◆ Excerpted records:
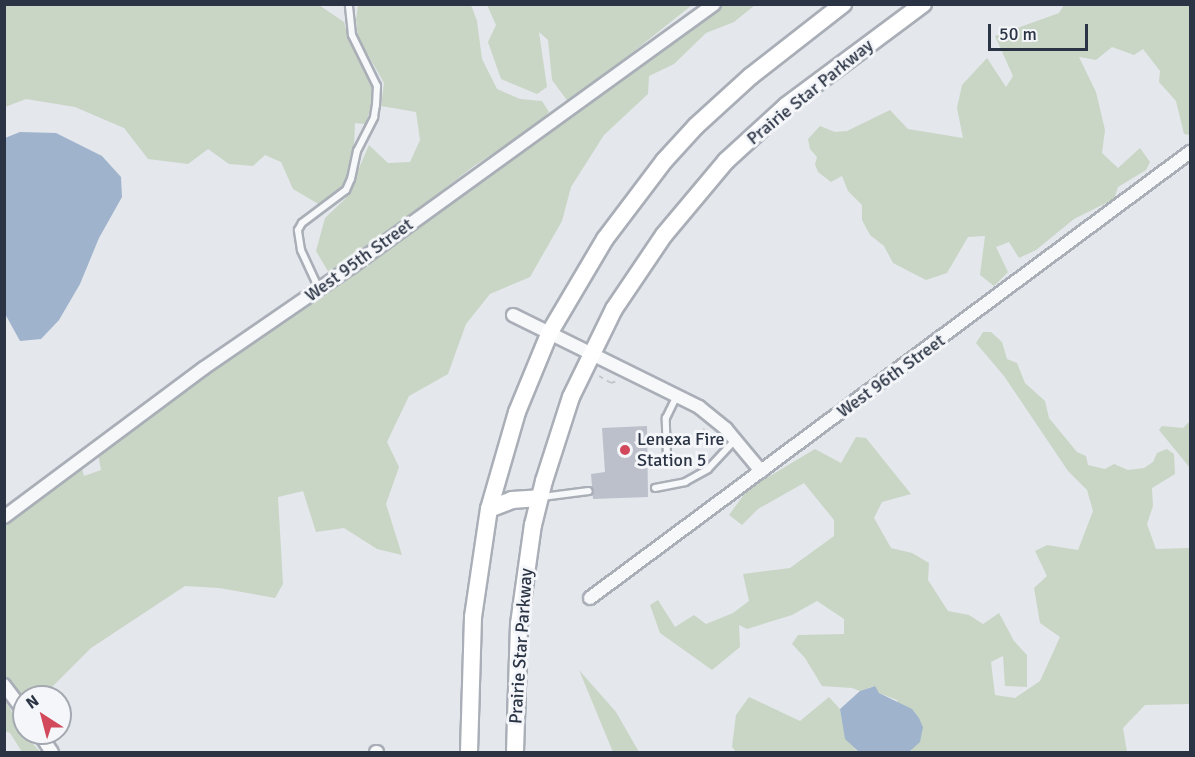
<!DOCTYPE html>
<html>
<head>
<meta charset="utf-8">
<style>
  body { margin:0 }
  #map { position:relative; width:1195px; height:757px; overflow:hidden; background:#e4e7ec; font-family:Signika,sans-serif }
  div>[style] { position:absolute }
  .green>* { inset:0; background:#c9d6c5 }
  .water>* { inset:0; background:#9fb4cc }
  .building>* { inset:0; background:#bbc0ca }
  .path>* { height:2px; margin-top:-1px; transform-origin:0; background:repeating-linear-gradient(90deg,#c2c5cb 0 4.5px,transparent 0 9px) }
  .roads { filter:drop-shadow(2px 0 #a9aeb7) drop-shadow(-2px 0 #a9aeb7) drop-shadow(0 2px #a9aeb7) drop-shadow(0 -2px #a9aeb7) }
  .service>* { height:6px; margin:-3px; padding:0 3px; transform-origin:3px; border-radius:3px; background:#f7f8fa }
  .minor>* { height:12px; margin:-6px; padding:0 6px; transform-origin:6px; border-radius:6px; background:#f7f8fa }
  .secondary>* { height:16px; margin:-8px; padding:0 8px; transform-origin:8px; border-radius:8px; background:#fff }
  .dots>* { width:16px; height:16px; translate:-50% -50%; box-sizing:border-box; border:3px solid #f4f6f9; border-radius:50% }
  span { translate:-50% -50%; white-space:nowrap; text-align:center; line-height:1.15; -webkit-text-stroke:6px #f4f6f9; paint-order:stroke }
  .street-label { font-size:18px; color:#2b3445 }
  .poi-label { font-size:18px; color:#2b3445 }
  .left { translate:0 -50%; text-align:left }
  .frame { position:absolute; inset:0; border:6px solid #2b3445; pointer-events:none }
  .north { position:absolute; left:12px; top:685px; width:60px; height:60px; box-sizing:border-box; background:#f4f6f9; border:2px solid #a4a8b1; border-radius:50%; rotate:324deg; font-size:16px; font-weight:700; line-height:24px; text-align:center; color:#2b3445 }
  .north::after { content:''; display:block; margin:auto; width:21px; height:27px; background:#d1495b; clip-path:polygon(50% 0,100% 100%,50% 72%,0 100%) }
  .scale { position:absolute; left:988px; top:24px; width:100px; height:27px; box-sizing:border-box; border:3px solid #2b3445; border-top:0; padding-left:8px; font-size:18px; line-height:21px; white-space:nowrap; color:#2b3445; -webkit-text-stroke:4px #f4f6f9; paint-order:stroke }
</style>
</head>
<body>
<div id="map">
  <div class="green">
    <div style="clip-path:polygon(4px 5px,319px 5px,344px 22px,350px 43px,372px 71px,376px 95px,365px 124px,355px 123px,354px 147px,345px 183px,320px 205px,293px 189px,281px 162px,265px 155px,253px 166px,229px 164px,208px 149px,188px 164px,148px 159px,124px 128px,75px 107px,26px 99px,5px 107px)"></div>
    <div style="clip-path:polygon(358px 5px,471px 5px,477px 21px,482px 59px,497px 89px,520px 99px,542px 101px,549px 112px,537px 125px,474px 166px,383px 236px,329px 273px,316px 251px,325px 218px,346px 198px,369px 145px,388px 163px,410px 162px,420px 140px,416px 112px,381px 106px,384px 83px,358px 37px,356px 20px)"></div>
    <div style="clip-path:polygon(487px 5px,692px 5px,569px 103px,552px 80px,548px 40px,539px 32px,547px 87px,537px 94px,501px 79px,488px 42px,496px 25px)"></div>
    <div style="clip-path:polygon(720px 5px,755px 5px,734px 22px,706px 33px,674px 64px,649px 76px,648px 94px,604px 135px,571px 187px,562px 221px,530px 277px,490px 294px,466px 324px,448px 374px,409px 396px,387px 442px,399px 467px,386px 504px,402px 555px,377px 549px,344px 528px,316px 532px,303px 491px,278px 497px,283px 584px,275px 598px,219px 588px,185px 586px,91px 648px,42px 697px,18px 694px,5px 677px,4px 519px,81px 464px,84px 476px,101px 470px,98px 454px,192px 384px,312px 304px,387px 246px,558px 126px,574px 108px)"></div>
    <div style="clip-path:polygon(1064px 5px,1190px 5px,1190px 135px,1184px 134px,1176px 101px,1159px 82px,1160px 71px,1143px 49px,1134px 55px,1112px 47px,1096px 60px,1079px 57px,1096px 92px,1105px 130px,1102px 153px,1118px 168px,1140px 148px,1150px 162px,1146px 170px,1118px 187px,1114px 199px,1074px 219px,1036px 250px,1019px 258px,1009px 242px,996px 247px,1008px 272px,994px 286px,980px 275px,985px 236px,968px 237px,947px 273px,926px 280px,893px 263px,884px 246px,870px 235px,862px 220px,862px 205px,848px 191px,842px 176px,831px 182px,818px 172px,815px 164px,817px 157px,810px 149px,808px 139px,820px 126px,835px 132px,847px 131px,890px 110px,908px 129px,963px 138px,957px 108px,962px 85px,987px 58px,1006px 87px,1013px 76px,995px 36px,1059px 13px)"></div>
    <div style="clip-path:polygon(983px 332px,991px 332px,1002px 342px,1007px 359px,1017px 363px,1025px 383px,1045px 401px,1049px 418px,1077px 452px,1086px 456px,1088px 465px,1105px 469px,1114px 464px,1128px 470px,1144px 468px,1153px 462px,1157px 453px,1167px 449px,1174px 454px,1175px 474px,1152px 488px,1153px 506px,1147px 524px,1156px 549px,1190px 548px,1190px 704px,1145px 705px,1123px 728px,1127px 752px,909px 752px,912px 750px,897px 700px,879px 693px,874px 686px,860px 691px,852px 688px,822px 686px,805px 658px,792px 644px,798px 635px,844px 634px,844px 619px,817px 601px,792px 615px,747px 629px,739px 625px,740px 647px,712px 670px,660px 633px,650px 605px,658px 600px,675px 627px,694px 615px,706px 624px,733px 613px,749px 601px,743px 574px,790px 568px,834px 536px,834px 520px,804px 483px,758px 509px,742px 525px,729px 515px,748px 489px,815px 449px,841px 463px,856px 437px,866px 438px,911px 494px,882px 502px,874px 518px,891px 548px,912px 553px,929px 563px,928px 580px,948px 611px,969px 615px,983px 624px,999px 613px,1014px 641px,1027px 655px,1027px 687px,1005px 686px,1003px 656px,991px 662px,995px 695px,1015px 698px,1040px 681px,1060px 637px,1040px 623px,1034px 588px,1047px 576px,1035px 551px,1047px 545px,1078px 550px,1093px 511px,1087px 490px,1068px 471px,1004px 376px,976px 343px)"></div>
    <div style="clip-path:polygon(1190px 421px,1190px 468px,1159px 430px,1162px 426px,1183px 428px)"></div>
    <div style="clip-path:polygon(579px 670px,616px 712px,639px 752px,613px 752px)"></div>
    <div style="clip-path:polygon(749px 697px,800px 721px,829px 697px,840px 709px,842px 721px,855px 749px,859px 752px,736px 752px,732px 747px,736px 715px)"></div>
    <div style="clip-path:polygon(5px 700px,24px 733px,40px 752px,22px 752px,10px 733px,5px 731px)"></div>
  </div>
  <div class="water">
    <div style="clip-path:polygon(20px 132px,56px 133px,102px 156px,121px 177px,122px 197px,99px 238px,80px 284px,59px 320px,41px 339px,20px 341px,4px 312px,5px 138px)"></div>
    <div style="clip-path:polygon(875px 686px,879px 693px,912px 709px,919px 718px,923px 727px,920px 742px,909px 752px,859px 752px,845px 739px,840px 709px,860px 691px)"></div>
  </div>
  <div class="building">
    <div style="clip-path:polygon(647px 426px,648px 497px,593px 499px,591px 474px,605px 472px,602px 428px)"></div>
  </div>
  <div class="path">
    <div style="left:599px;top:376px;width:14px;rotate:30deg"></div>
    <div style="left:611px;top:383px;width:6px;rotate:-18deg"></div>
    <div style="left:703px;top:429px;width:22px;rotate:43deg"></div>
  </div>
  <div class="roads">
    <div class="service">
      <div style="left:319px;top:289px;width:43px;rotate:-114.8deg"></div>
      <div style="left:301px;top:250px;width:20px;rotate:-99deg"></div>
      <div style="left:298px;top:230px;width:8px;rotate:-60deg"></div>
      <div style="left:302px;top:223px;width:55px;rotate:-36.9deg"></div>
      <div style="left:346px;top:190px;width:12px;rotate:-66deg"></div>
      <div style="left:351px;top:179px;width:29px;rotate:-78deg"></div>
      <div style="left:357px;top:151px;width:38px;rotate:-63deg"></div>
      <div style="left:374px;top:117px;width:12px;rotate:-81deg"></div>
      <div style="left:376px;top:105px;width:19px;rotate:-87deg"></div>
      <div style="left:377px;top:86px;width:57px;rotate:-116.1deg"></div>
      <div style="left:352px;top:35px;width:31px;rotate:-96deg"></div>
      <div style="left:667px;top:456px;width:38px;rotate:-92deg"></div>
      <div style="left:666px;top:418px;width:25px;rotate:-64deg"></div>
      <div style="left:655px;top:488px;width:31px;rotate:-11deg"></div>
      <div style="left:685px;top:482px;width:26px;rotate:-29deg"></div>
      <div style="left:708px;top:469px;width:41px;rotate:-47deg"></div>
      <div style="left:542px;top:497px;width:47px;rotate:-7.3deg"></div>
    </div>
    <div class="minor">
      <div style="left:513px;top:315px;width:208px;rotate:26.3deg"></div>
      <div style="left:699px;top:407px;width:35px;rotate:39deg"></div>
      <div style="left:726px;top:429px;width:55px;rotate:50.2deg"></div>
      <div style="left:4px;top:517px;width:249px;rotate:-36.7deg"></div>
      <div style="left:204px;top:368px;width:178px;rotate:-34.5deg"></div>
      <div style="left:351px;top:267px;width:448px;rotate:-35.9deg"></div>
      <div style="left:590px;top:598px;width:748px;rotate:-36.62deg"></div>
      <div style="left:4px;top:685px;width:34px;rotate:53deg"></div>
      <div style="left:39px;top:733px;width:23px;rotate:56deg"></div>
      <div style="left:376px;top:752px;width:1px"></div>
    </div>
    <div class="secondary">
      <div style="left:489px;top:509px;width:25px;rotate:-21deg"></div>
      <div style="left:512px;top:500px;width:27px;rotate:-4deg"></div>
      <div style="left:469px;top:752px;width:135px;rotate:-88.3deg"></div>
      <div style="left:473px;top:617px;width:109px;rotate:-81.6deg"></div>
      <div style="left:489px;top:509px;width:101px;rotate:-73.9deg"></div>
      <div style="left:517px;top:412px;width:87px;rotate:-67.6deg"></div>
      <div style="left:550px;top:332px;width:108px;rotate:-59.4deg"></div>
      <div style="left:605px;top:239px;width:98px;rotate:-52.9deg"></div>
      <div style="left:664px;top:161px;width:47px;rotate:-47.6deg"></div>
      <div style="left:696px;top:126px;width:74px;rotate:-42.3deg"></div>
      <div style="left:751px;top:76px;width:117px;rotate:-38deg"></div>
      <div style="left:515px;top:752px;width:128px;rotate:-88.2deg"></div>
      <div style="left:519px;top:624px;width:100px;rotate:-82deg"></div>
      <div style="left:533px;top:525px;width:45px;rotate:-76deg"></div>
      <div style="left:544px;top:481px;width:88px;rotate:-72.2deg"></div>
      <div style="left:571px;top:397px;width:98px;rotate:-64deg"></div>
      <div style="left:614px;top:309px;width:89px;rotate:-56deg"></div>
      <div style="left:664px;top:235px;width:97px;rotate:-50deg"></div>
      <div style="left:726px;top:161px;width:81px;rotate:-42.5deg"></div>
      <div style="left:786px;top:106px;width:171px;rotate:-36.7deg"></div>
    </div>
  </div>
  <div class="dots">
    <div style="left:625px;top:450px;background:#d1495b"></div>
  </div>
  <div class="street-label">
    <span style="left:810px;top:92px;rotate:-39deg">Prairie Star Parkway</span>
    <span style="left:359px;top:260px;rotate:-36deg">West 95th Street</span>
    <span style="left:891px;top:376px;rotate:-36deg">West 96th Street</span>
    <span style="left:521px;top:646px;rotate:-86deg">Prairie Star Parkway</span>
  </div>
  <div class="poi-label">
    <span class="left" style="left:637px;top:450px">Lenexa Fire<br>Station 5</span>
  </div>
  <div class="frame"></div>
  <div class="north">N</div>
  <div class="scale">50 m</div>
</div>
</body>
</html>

* * *

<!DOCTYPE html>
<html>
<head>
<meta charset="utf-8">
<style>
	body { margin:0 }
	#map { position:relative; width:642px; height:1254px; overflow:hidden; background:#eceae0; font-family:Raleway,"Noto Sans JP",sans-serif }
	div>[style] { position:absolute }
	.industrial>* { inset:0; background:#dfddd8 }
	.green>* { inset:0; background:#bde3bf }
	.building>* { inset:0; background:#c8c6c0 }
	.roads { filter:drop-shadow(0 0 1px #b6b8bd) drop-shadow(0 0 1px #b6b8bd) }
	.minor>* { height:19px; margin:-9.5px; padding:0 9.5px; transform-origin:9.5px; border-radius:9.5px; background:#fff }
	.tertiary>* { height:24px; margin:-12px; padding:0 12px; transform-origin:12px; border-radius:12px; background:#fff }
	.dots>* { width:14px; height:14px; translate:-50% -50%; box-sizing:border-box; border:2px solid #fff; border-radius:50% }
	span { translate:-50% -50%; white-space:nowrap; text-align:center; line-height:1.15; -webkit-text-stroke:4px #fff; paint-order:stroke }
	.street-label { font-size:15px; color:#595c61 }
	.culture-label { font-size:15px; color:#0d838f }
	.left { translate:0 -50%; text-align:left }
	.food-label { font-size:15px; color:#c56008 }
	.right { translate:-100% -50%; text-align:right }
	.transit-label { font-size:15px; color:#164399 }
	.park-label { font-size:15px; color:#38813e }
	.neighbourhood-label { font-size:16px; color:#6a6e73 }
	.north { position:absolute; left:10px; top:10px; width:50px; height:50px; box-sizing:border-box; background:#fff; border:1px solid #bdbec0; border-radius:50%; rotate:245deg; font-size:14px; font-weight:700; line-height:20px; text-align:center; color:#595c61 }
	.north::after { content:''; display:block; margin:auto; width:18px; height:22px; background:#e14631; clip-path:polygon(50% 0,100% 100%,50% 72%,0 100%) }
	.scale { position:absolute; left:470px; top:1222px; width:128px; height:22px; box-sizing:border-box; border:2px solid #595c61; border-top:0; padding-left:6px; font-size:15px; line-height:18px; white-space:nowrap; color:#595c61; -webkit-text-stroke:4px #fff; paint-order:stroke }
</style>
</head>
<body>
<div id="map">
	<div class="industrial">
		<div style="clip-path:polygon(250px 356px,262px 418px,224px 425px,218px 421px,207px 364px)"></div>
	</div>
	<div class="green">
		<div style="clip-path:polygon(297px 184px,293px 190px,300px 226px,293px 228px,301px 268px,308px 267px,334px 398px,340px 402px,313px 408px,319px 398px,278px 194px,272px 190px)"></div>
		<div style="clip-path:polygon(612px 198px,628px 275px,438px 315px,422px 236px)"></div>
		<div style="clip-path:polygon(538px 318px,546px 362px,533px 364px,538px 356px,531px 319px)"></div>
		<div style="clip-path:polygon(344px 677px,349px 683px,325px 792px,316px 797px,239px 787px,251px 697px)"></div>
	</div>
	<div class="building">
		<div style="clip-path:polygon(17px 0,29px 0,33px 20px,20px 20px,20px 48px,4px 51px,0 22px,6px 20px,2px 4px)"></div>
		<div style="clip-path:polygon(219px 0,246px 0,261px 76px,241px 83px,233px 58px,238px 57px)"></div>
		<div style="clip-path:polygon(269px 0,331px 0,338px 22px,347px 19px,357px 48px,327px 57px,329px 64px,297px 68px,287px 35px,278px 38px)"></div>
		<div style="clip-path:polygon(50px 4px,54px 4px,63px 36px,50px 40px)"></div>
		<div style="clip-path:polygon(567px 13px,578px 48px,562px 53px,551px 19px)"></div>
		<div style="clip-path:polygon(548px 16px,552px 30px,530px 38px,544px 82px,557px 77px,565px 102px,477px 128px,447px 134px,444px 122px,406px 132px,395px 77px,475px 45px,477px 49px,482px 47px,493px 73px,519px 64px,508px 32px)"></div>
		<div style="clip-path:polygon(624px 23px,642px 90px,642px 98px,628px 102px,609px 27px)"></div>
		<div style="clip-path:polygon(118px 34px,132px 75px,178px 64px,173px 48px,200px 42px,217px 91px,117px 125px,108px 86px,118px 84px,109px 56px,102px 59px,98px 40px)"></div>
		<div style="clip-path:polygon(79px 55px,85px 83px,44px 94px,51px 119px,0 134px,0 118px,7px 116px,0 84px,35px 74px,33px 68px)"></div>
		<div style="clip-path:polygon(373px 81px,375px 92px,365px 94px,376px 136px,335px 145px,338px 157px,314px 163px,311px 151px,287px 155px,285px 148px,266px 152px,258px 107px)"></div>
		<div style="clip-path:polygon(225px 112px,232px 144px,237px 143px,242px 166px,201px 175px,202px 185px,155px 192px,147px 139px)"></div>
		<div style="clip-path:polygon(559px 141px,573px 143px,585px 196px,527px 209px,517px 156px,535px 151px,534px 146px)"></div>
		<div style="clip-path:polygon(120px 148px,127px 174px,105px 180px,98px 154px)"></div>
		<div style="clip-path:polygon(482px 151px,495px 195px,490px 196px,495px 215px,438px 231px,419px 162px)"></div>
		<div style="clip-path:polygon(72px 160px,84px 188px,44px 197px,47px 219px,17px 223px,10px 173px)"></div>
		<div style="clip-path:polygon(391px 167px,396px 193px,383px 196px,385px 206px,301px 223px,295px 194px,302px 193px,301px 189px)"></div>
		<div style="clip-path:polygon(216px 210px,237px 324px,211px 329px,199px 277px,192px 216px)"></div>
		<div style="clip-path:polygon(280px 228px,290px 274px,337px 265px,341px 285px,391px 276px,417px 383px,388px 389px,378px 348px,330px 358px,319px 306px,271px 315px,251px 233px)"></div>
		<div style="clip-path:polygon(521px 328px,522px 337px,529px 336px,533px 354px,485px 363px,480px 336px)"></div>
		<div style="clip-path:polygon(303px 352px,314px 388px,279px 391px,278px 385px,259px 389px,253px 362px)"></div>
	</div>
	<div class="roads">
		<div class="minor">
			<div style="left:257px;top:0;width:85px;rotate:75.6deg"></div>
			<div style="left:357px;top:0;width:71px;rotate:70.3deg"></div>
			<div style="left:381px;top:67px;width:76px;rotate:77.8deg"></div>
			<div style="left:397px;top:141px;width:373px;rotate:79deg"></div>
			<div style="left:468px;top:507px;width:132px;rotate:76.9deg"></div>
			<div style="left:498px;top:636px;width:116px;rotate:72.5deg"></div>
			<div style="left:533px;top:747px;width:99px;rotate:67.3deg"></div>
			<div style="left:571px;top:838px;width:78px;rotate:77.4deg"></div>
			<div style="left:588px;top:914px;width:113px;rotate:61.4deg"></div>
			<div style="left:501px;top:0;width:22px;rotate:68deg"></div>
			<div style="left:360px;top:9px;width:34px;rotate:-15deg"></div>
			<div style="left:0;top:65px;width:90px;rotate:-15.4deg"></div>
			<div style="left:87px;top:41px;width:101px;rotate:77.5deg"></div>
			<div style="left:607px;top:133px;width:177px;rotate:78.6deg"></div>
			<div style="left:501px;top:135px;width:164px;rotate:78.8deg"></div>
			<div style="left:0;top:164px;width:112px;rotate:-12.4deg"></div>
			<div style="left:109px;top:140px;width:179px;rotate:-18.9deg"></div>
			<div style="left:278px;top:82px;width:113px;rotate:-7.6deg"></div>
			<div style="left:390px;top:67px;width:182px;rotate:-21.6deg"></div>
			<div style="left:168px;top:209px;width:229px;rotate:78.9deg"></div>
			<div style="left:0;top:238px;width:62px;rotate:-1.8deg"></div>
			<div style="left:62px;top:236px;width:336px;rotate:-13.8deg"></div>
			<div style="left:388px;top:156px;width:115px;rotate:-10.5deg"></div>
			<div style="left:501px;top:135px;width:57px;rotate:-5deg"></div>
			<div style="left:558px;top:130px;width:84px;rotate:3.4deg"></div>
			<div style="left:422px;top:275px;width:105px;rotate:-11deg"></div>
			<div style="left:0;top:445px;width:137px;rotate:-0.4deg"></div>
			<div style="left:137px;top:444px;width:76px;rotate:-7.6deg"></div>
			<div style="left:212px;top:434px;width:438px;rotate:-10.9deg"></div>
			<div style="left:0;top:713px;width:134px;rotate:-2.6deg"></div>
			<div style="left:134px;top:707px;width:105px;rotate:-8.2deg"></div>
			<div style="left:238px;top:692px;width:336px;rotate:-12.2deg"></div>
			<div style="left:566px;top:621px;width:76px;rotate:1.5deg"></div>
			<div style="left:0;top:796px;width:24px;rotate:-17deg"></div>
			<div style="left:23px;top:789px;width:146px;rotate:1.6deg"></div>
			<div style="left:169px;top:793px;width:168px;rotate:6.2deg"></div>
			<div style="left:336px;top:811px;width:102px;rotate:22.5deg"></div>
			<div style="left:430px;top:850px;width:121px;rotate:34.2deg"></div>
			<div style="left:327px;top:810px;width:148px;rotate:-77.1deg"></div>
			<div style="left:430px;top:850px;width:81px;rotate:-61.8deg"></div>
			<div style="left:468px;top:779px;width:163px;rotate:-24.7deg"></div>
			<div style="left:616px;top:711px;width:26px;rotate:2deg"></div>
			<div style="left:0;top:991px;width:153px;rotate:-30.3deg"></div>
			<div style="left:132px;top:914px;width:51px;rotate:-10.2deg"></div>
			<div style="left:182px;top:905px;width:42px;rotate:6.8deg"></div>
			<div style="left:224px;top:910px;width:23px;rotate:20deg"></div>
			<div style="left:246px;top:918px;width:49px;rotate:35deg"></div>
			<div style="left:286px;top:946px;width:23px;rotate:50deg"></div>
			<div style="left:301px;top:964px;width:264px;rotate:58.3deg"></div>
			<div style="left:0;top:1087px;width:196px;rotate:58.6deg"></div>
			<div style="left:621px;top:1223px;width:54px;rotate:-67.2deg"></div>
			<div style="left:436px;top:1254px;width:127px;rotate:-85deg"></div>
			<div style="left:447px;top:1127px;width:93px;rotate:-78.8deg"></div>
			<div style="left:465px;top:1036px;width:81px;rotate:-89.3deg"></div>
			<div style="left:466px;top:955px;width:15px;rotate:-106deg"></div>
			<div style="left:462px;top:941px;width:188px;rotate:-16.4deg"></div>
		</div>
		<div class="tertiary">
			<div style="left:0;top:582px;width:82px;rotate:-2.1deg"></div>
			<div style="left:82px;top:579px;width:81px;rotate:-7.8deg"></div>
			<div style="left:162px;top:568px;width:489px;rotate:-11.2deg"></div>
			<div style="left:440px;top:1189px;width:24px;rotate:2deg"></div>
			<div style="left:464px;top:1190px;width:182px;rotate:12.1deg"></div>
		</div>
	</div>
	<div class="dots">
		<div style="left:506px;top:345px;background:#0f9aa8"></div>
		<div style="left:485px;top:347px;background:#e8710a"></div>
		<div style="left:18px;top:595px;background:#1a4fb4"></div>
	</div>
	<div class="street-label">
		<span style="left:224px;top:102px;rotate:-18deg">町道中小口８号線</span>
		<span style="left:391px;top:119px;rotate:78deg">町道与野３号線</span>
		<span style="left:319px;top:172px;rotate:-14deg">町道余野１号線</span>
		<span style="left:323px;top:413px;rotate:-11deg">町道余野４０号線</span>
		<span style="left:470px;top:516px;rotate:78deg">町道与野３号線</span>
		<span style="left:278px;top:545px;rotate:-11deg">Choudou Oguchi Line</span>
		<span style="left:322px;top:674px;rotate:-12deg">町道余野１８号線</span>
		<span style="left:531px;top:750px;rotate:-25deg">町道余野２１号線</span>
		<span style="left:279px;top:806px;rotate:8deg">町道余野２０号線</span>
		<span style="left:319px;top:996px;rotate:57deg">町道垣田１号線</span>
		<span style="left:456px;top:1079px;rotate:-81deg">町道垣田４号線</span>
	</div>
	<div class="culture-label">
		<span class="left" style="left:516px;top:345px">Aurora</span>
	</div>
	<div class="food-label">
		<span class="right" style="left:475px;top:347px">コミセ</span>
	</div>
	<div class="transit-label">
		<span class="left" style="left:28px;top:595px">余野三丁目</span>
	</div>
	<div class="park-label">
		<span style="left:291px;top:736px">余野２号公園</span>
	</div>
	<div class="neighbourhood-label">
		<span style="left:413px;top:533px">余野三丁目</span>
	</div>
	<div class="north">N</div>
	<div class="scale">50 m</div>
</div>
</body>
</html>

◆ Your assignment: Reproduce verbatim only the segment of the listing bounded by the line containing "position:relative; width:1195px; height:757px;" and the line containing "filter:drop-shadow(2px 0 #a9aeb7)", with both boundary lines included.

◆ Solution:
  #map { position:relative; width:1195px; height:757px; overflow:hidden; background:#e4e7ec; font-family:Signika,sans-serif }
  div>[style] { position:absolute }
  .green>* { inset:0; background:#c9d6c5 }
  .water>* { inset:0; background:#9fb4cc }
  .building>* { inset:0; background:#bbc0ca }
  .path>* { height:2px; margin-top:-1px; transform-origin:0; background:repeating-linear-gradient(90deg,#c2c5cb 0 4.5px,transparent 0 9px) }
  .roads { filter:drop-shadow(2px 0 #a9aeb7) drop-shadow(-2px 0 #a9aeb7) drop-shadow(0 2px #a9aeb7) drop-shadow(0 -2px #a9aeb7) }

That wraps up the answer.